§ **The task**: Output the full listing again without altering anything.

§ **Source data**:

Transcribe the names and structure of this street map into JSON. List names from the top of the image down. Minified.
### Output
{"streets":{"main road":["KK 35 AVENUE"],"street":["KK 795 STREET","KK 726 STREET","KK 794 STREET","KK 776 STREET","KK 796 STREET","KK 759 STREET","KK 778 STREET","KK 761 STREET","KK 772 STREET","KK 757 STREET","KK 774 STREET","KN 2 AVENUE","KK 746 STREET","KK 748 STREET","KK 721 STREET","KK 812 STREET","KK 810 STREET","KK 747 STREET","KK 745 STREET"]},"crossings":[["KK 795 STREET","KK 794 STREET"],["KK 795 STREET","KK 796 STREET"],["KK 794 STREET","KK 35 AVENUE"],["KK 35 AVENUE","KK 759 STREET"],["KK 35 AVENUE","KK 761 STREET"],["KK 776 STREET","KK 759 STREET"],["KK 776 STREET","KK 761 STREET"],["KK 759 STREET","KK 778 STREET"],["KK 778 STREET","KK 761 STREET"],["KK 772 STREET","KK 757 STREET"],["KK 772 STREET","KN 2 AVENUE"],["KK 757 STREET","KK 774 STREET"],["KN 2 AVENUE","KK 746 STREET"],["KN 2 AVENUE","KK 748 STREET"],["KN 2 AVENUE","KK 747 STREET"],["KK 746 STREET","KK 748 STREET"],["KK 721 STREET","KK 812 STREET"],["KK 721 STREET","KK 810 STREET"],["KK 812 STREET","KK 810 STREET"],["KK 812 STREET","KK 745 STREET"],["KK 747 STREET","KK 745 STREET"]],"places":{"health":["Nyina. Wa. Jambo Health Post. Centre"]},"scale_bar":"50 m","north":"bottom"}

§ **Output below**:
Transcribe the names and structure of this street map into JSON. List names from the top of the image down. Minified.
### Output
{"streets":{"main road":["KK 35 AVENUE"],"street":["KK 795 STREET","KK 726 STREET","KK 794 STREET","KK 776 STREET","KK 796 STREET","KK 759 STREET","KK 778 STREET","KK 761 STREET","KK 772 STREET","KK 757 STREET","KK 774 STREET","KN 2 AVENUE","KK 746 STREET","KK 748 STREET","KK 721 STREET","KK 812 STREET","KK 810 STREET","KK 747 STREET","KK 745 STREET"]},"crossings":[["KK 795 STREET","KK 794 STREET"],["KK 795 STREET","KK 796 STREET"],["KK 794 STREET","KK 35 AVENUE"],["KK 35 AVENUE","KK 759 STREET"],["KK 35 AVENUE","KK 761 STREET"],["KK 776 STREET","KK 759 STREET"],["KK 776 STREET","KK 761 STREET"],["KK 759 STREET","KK 778 STREET"],["KK 778 STREET","KK 761 STREET"],["KK 772 STREET","KK 757 STREET"],["KK 772 STREET","KN 2 AVENUE"],["KK 757 STREET","KK 774 STREET"],["KN 2 AVENUE","KK 746 STREET"],["KN 2 AVENUE","KK 748 STREET"],["KN 2 AVENUE","KK 747 STREET"],["KK 746 STREET","KK 748 STREET"],["KK 721 STREET","KK 812 STREET"],["KK 721 STREET","KK 810 STREET"],["KK 812 STREET","KK 810 STREET"],["KK 812 STREET","KK 745 STREET"],["KK 747 STREET","KK 745 STREET"]],"places":{"health":["Nyina. Wa. Jambo Health Post. Centre"]},"scale_bar":"50 m","north":"bottom"}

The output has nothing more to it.